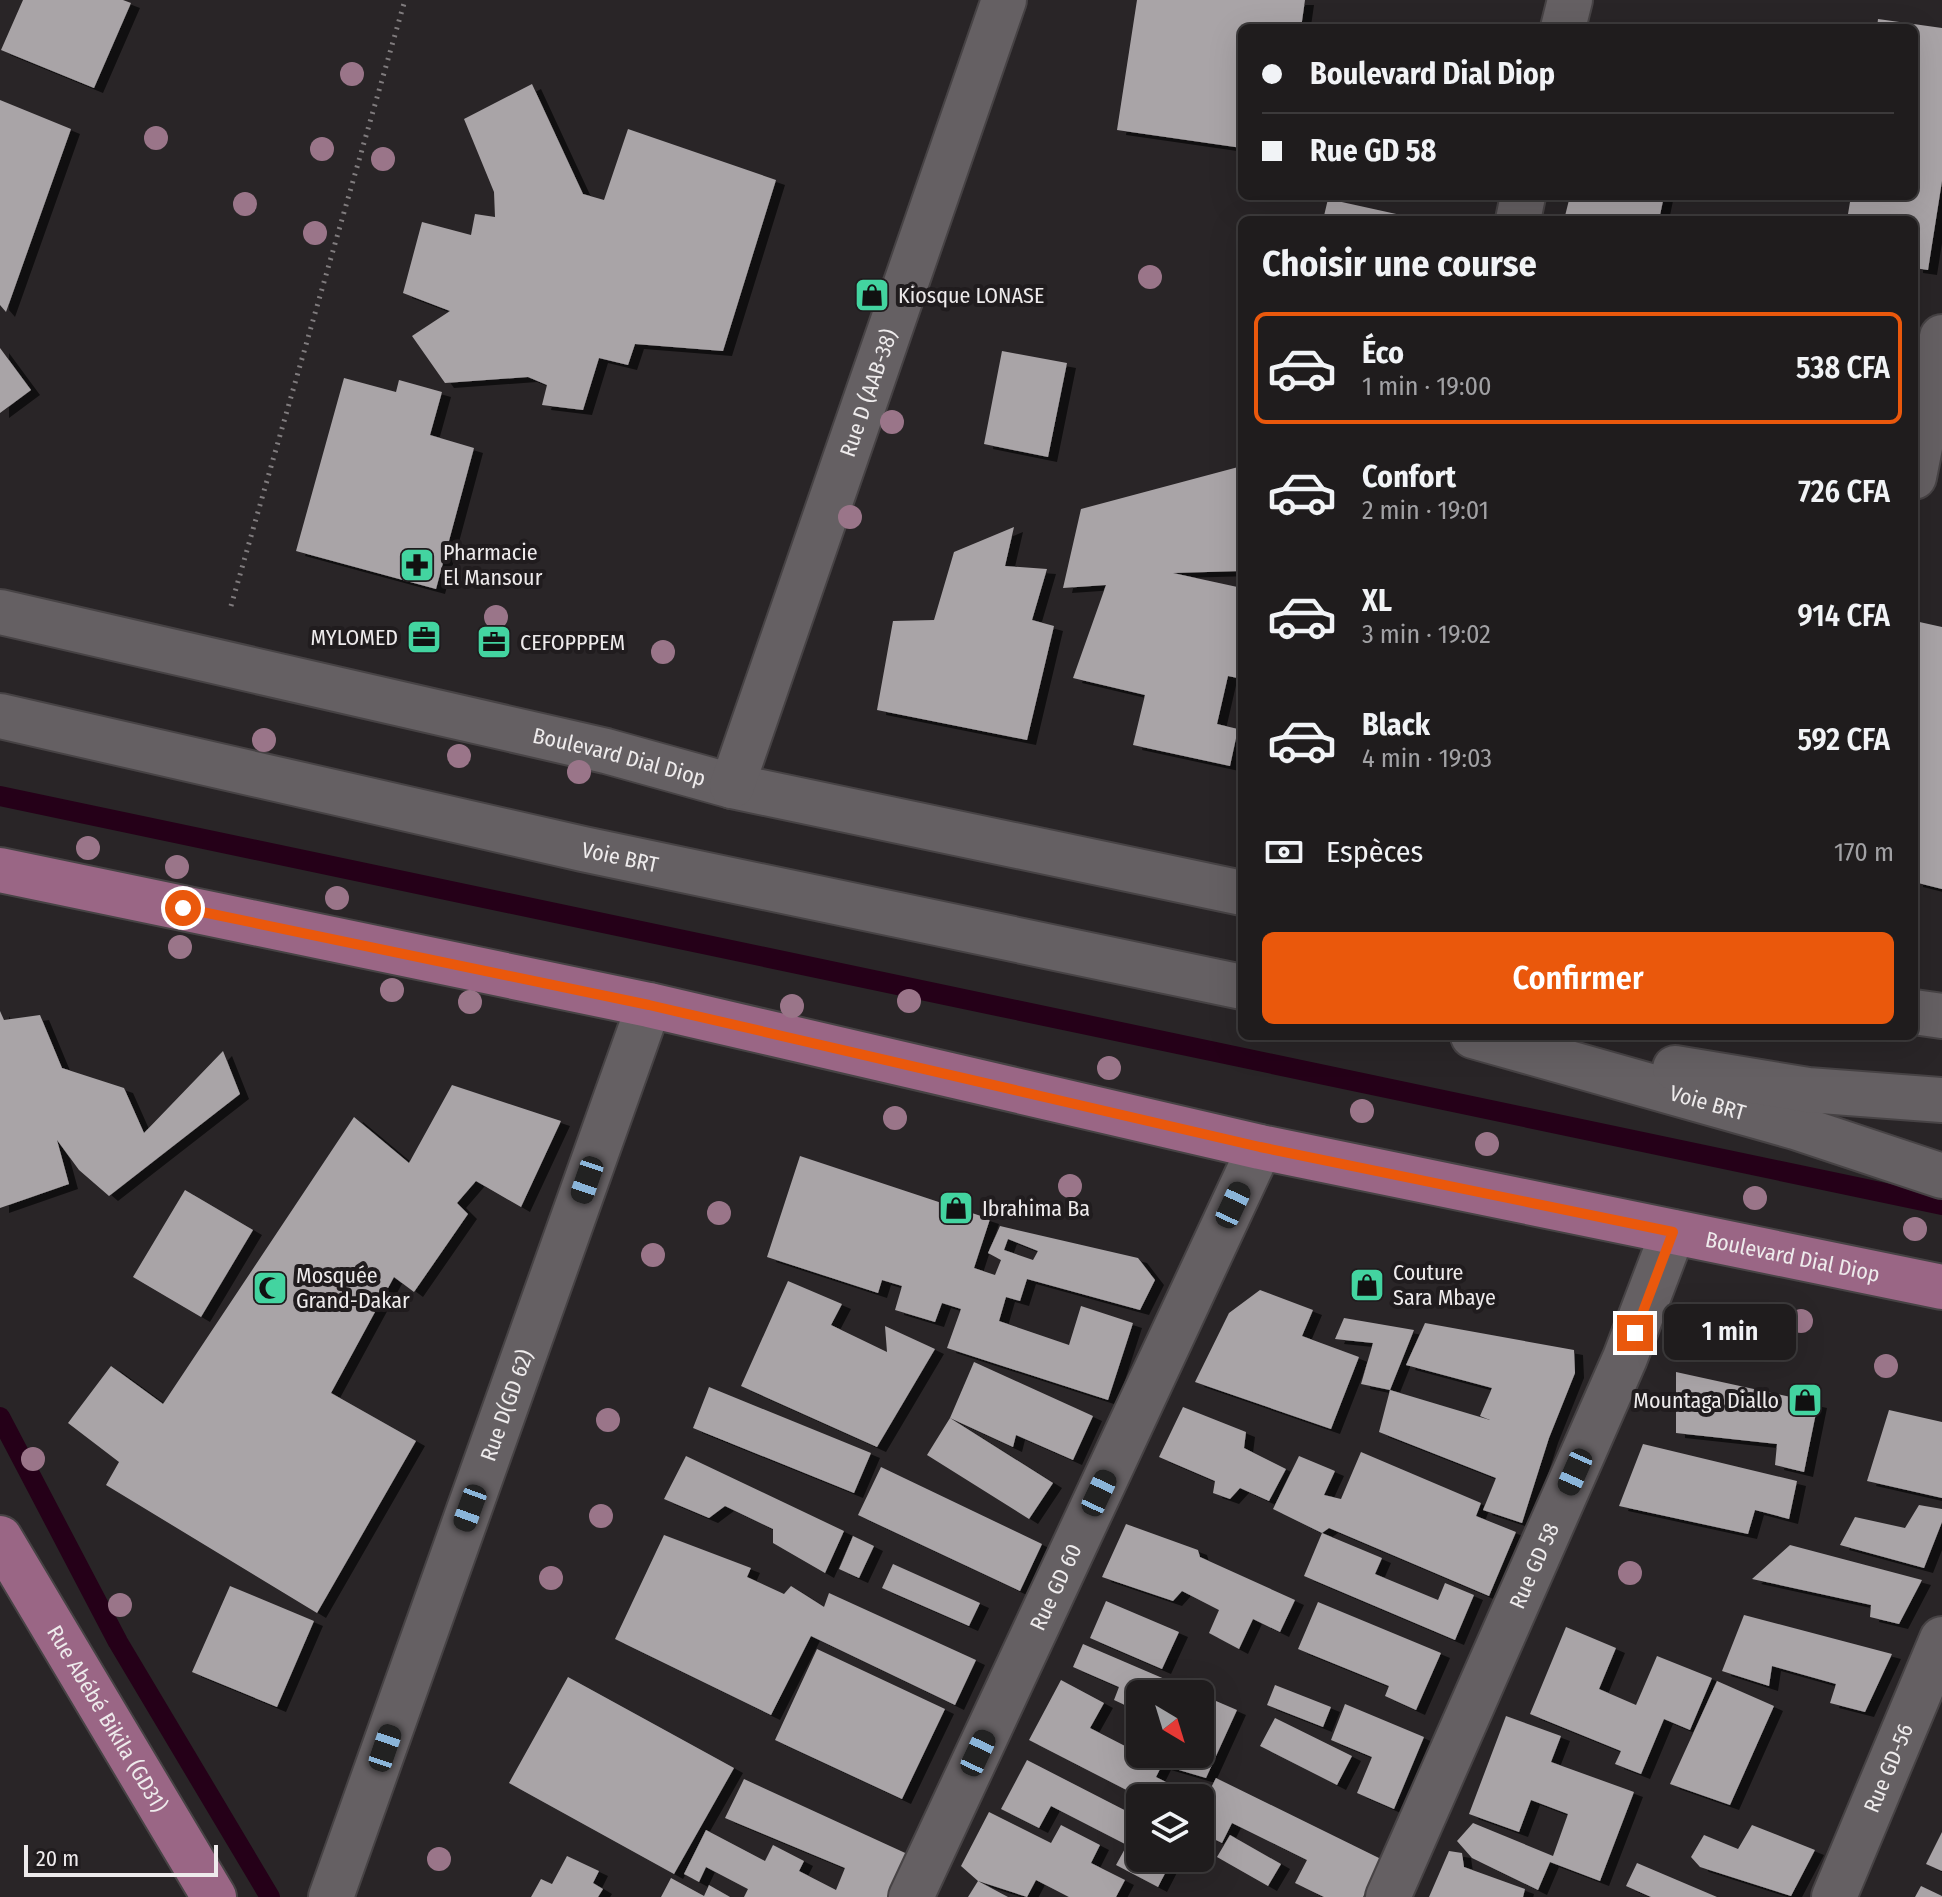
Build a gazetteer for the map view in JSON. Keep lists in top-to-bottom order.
{
  "streets": {
    "main road": ["Boulevard Dial Diop", "Rue Abébé Bikila (GD31)"],
    "street": [
      "Rue D (AAB-38)",
      "Voie BRT",
      "Rue D(GD 62)",
      "Rue GD 58",
      "Rue GD 60",
      "Rue GD-56"
    ]
  },
  "crossings": [
    ["Rue D (AAB-38)", "Boulevard Dial Diop"],
    ["Boulevard Dial Diop", "Rue D(GD 62)"],
    ["Boulevard Dial Diop", "Rue GD 58"],
    ["Boulevard Dial Diop", "Rue GD 60"]
  ],
  "places": {
    "shop": [
      "Kiosque LONASE",
      "Ibrahima Ba",
      "Couture Sara Mbaye",
      "Mountaga Diallo"
    ],
    "pharmacy": ["Pharmacie El Mansour"],
    "office": ["MYLOMED", "CEFOPPPEM"],
    "mosque": ["Mosquée Grand-Dakar"]
  },
  "scale_bar": "20 m",
  "north": "bottom right",
  "page": {
    "banner": ["Boulevard Dial Diop", "Rue GD 58"],
    "heading": "Choisir une course",
    "list": [
      {
        "name": "Éco",
        "note": "1 min · 19:00",
        "value": "538 CFA"
      },
      {
        "name": "Confort",
        "note": "2 min · 19:01",
        "value": "726 CFA"
      },
      {
        "name": "XL",
        "note": "3 min · 19:02",
        "value": "914 CFA"
      },
      {
        "name": "Black",
        "note": "4 min · 19:03",
        "value": "592 CFA"
      }
    ],
    "pay": ["Espèces", "170 m"],
    "buttons": "Confirmer",
    "bubble": "1 min",
    "scale": "20 m"
  }
}
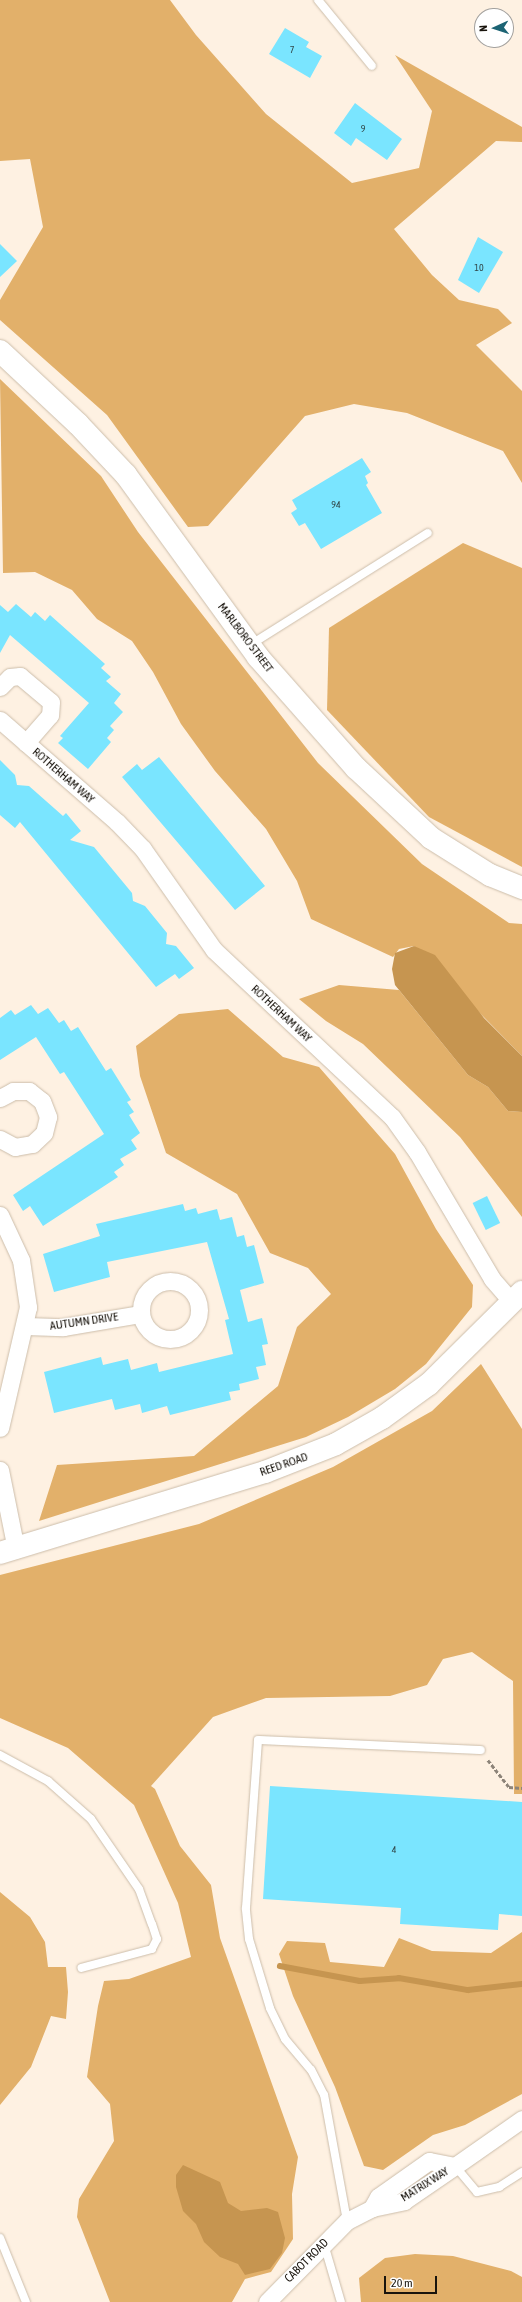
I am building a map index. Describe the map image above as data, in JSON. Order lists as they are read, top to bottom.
{
  "streets": {
    "street": [
      "MARLBORO STREET",
      "ROTHERHAM WAY",
      "AUTUMN DRIVE",
      "REED ROAD",
      "MATRIX WAY",
      "CABOT ROAD"
    ]
  },
  "crossings": [
    ["ROTHERHAM WAY", "REED ROAD"],
    ["MATRIX WAY", "CABOT ROAD"]
  ],
  "house_numbers": [
    "7",
    "9",
    "10",
    "94",
    "4"
  ],
  "scale_bar": "20 m",
  "north": "left"
}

### Instructions to follow
If a line holds a picture, skip the picture and transcribe the rest of the material exactly.

### Answer to this exercise
Build a gazetteer for the map view in JSON. Keep lists in top-to-bottom order.
{
  "streets": {
    "main road": ["Boulevard Dial Diop", "Rue Abébé Bikila (GD31)"],
    "street": [
      "Rue D (AAB-38)",
      "Voie BRT",
      "Rue D(GD 62)",
      "Rue GD 58",
      "Rue GD 60",
      "Rue GD-56"
    ]
  },
  "crossings": [
    ["Rue D (AAB-38)", "Boulevard Dial Diop"],
    ["Boulevard Dial Diop", "Rue D(GD 62)"],
    ["Boulevard Dial Diop", "Rue GD 58"],
    ["Boulevard Dial Diop", "Rue GD 60"]
  ],
  "places": {
    "shop": [
      "Kiosque LONASE",
      "Ibrahima Ba",
      "Couture Sara Mbaye",
      "Mountaga Diallo"
    ],
    "pharmacy": ["Pharmacie El Mansour"],
    "office": ["MYLOMED", "CEFOPPPEM"],
    "mosque": ["Mosquée Grand-Dakar"]
  },
  "scale_bar": "20 m",
  "north": "bottom right",
  "page": {
    "banner": ["Boulevard Dial Diop", "Rue GD 58"],
    "heading": "Choisir une course",
    "list": [
      {
        "name": "Éco",
        "note": "1 min · 19:00",
        "value": "538 CFA"
      },
      {
        "name": "Confort",
        "note": "2 min · 19:01",
        "value": "726 CFA"
      },
      {
        "name": "XL",
        "note": "3 min · 19:02",
        "value": "914 CFA"
      },
      {
        "name": "Black",
        "note": "4 min · 19:03",
        "value": "592 CFA"
      }
    ],
    "pay": ["Espèces", "170 m"],
    "buttons": "Confirmer",
    "bubble": "1 min",
    "scale": "20 m"
  }
}
I am building a map index. Describe the map image above as data, in JSON. Order lists as they are read, top to bottom.
{
  "streets": {
    "street": [
      "MARLBORO STREET",
      "ROTHERHAM WAY",
      "AUTUMN DRIVE",
      "REED ROAD",
      "MATRIX WAY",
      "CABOT ROAD"
    ]
  },
  "crossings": [
    ["ROTHERHAM WAY", "REED ROAD"],
    ["MATRIX WAY", "CABOT ROAD"]
  ],
  "house_numbers": [
    "7",
    "9",
    "10",
    "94",
    "4"
  ],
  "scale_bar": "20 m",
  "north": "left"
}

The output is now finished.